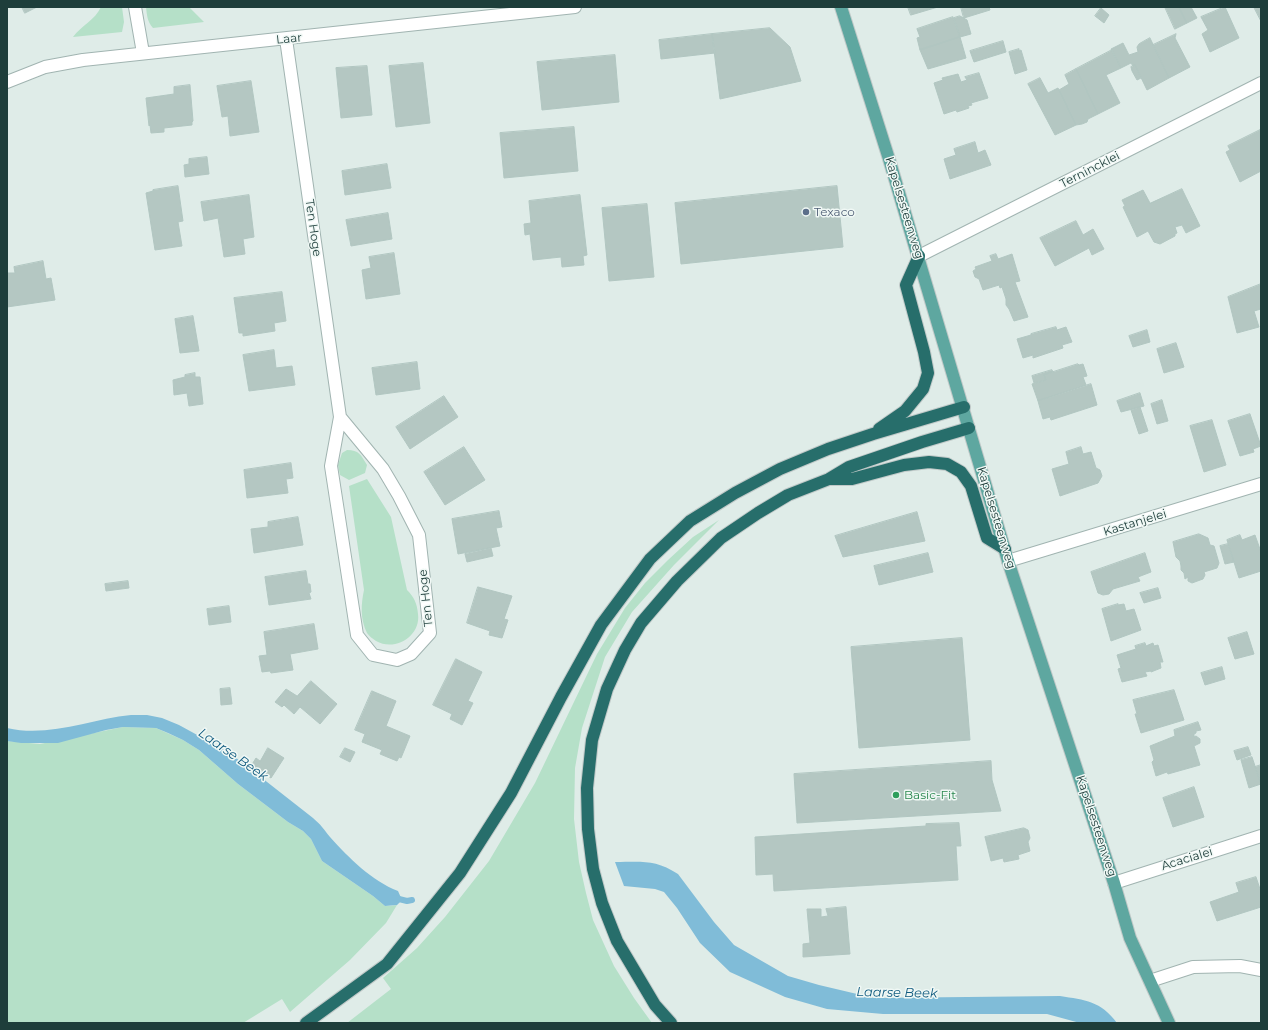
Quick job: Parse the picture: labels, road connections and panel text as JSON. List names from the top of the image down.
{
  "streets": {
    "main road": ["Kapelsesteenweg"],
    "street": [
      "Laar",
      "Ternincklei",
      "Ten Hoge",
      "Kastanjelei",
      "Acacialei"
    ]
  },
  "crossings": [
    ["Laar", "Ten Hoge"],
    ["Ternincklei", "Kapelsesteenweg"],
    ["Kapelsesteenweg", "Kastanjelei"],
    ["Kapelsesteenweg", "Acacialei"]
  ],
  "water": ["Laarse Beek"],
  "places": ["Texaco", "Basic-Fit"]
}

WORK TO BE COMPLETED:
An exact copy of every record above is required, with all pictures omitted.

RESPONSE TO THIS EXERCISE:
Quick job: Parse the picture: labels, road connections and panel text as JSON. List names from the top of the image down.
{
  "streets": {
    "main road": ["Kapelsesteenweg"],
    "street": [
      "Laar",
      "Ternincklei",
      "Ten Hoge",
      "Kastanjelei",
      "Acacialei"
    ]
  },
  "crossings": [
    ["Laar", "Ten Hoge"],
    ["Ternincklei", "Kapelsesteenweg"],
    ["Kapelsesteenweg", "Kastanjelei"],
    ["Kapelsesteenweg", "Acacialei"]
  ],
  "water": ["Laarse Beek"],
  "places": ["Texaco", "Basic-Fit"]
}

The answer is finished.